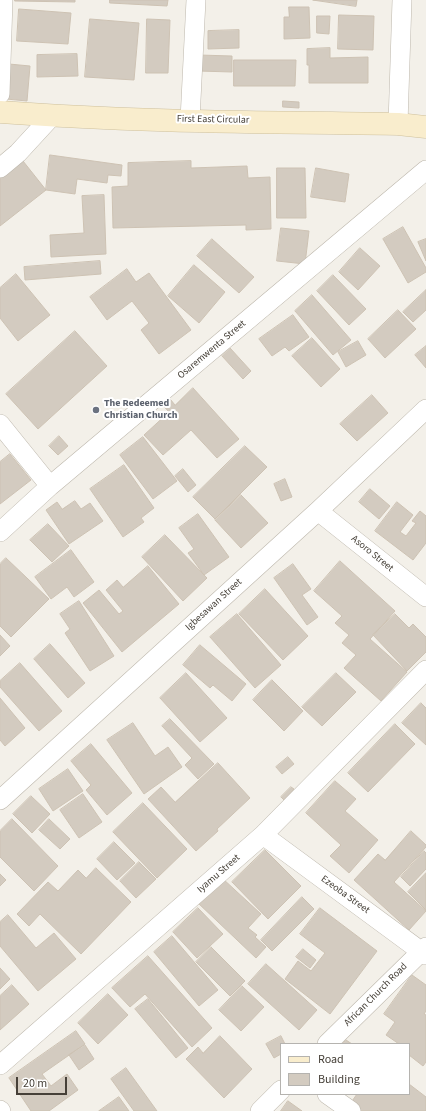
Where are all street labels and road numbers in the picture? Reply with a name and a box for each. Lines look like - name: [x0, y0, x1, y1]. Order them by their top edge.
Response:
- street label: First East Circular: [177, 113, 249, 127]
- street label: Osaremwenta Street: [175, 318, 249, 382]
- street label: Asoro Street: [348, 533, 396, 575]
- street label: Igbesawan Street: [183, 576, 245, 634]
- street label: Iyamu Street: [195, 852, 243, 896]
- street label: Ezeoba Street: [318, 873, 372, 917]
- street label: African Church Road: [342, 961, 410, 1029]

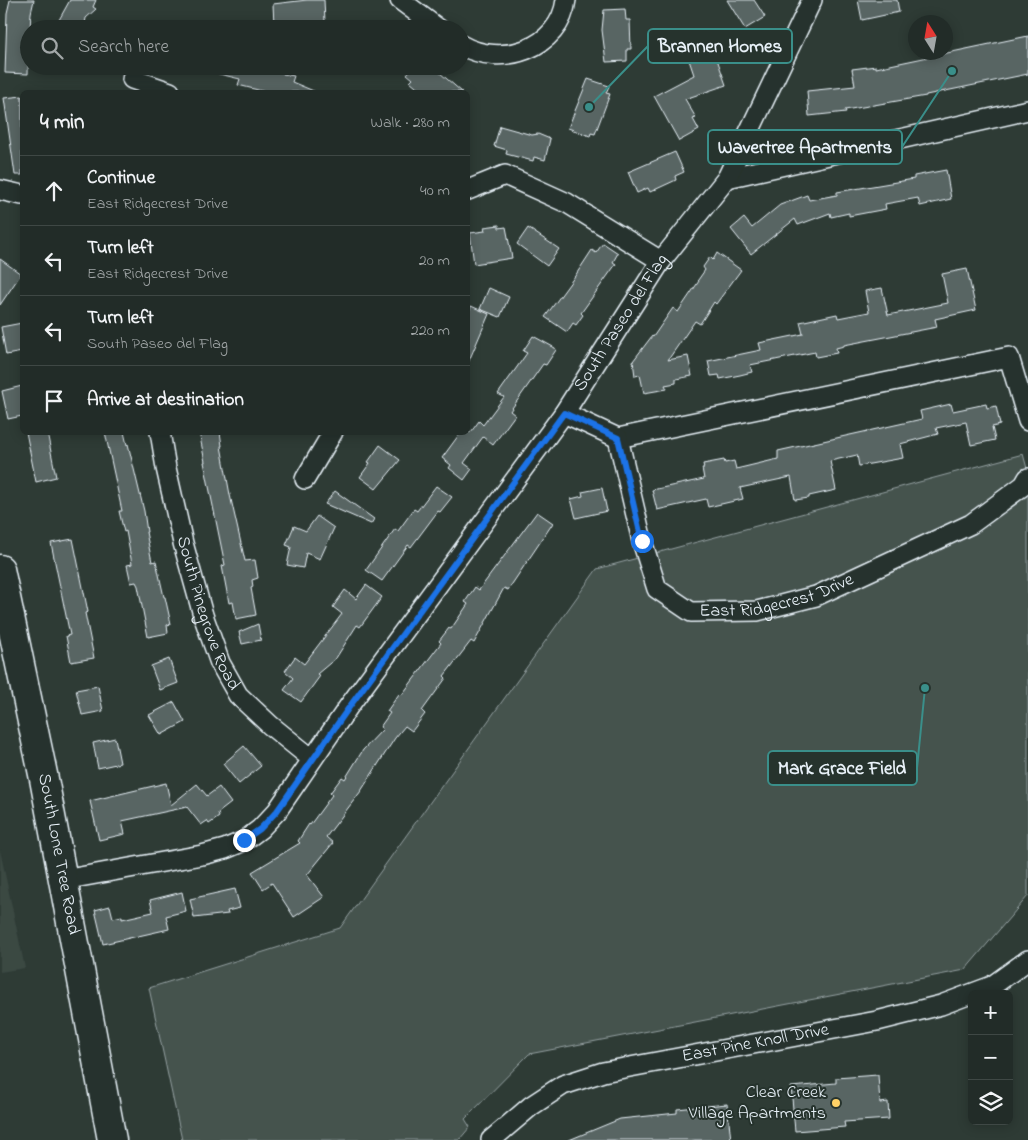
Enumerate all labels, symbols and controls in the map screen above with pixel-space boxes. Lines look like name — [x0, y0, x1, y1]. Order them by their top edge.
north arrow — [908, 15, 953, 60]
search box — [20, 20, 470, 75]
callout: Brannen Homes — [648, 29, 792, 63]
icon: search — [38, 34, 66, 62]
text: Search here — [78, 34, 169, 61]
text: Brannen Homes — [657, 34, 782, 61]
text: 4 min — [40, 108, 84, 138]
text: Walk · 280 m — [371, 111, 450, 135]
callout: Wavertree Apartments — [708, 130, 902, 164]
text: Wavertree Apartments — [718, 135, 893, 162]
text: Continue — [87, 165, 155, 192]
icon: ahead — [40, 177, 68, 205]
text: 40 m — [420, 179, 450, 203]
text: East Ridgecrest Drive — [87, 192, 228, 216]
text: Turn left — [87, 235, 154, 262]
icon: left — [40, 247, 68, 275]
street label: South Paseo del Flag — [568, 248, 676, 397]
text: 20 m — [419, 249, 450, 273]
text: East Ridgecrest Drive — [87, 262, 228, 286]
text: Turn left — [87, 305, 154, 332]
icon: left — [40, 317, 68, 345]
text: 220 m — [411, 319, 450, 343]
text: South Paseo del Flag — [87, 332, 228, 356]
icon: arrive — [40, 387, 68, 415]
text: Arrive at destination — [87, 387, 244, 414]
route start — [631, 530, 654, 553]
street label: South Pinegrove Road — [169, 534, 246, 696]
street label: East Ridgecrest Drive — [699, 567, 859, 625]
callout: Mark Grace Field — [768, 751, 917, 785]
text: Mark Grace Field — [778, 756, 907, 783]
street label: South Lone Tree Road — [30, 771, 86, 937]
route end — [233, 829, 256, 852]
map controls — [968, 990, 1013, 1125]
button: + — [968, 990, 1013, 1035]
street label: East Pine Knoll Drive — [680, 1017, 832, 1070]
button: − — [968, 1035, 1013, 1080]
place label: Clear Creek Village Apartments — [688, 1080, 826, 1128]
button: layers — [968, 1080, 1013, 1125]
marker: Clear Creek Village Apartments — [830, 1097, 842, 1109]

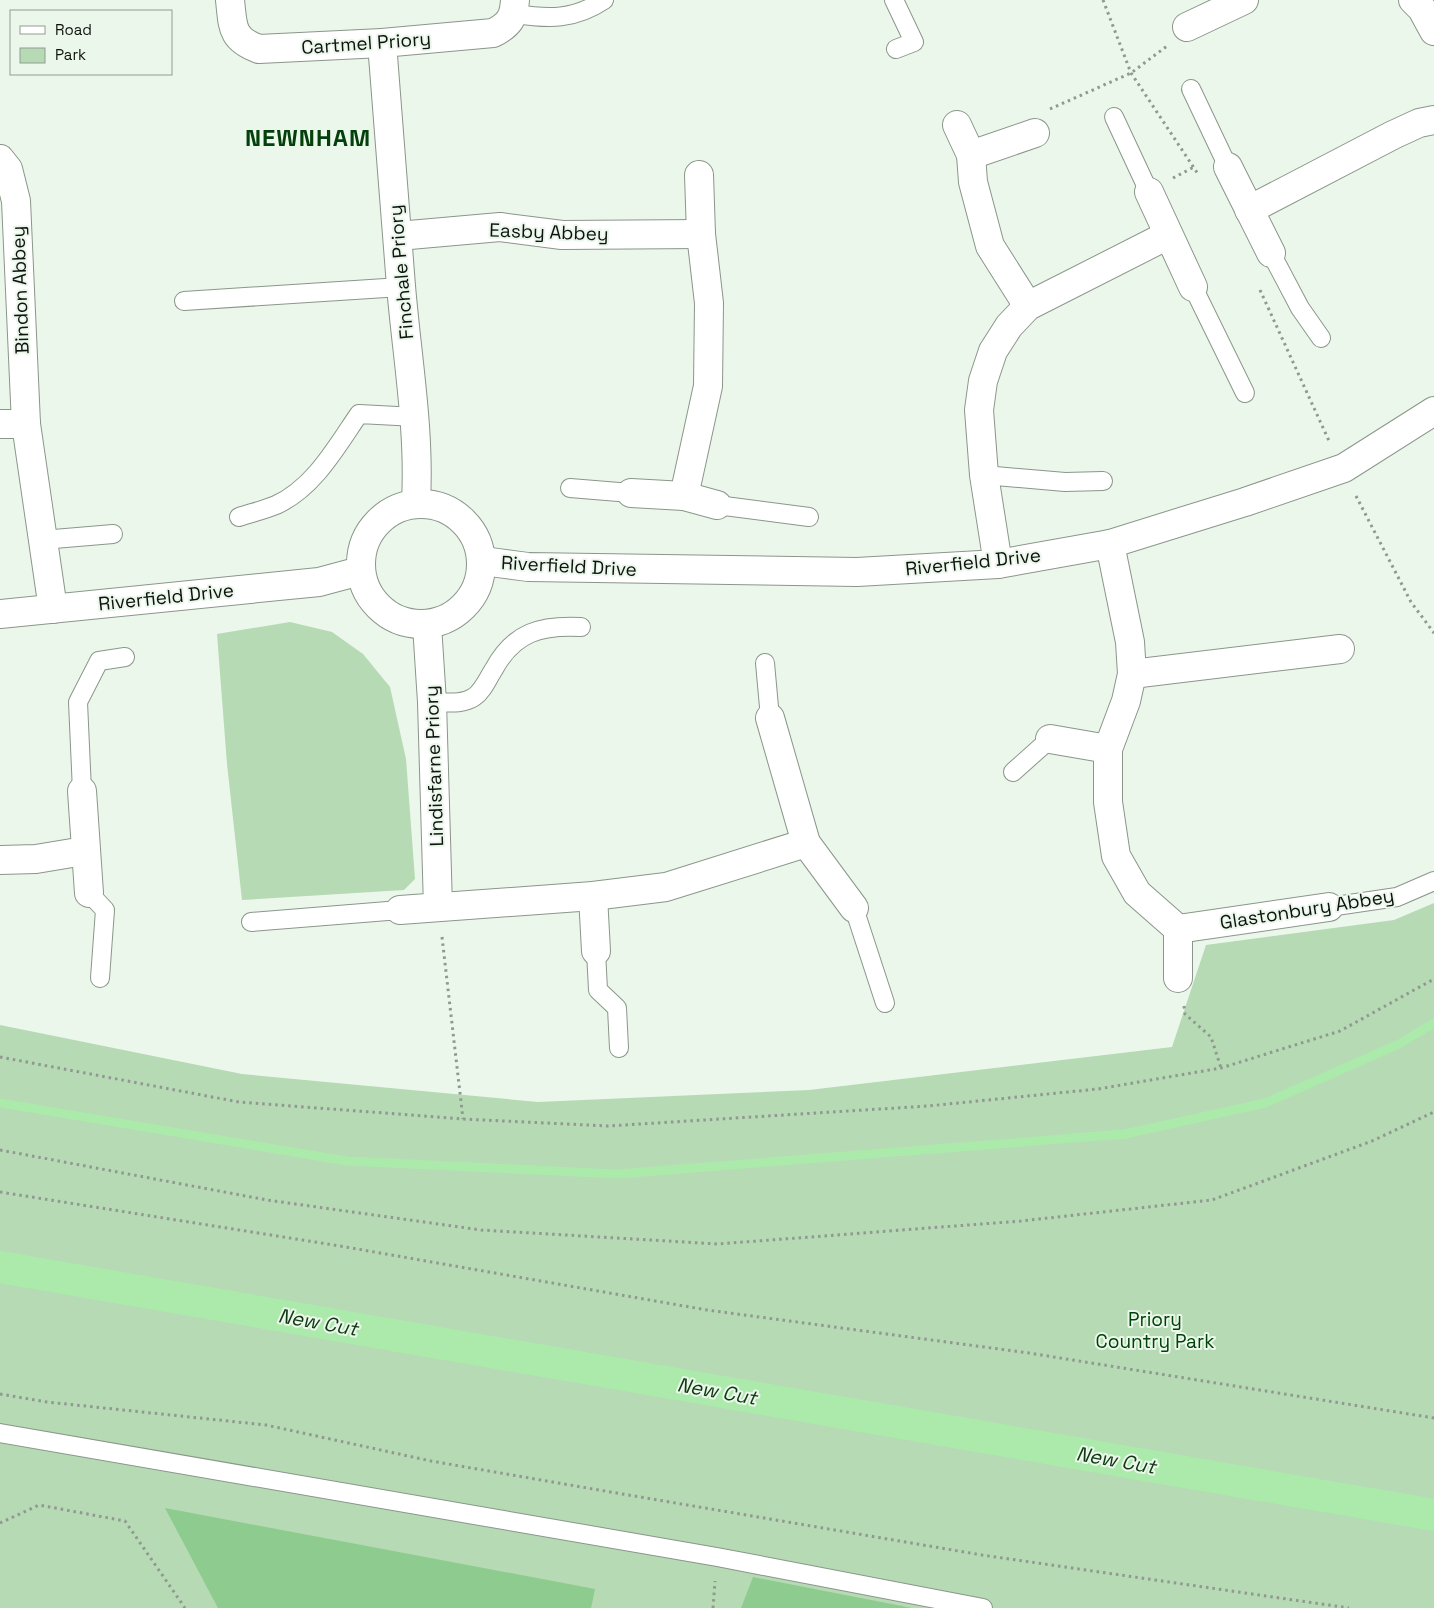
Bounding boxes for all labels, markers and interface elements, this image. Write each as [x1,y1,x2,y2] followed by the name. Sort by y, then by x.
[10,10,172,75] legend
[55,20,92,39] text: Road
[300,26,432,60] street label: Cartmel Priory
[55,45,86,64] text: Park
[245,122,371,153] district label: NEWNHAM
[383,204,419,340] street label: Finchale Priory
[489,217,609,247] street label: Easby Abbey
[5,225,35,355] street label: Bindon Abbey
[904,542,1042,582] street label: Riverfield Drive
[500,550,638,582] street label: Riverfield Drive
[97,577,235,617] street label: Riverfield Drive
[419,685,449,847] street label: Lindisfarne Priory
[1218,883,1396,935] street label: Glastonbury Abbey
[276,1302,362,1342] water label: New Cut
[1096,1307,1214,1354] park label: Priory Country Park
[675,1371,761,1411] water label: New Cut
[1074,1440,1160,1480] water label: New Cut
━━━━
> _Problem statement_:
Repeat, without change, each line of the data above from the one that contains "Bounding boxes for" through the final line, counting both.

> _Exercise response_:
Bounding boxes for all labels, markers and interface elements, this image. Write each as [x1,y1,x2,y2] followed by the name. Sort by y, then by x.
[10,10,172,75] legend
[55,20,92,39] text: Road
[300,26,432,60] street label: Cartmel Priory
[55,45,86,64] text: Park
[245,122,371,153] district label: NEWNHAM
[383,204,419,340] street label: Finchale Priory
[489,217,609,247] street label: Easby Abbey
[5,225,35,355] street label: Bindon Abbey
[904,542,1042,582] street label: Riverfield Drive
[500,550,638,582] street label: Riverfield Drive
[97,577,235,617] street label: Riverfield Drive
[419,685,449,847] street label: Lindisfarne Priory
[1218,883,1396,935] street label: Glastonbury Abbey
[276,1302,362,1342] water label: New Cut
[1096,1307,1214,1354] park label: Priory Country Park
[675,1371,761,1411] water label: New Cut
[1074,1440,1160,1480] water label: New Cut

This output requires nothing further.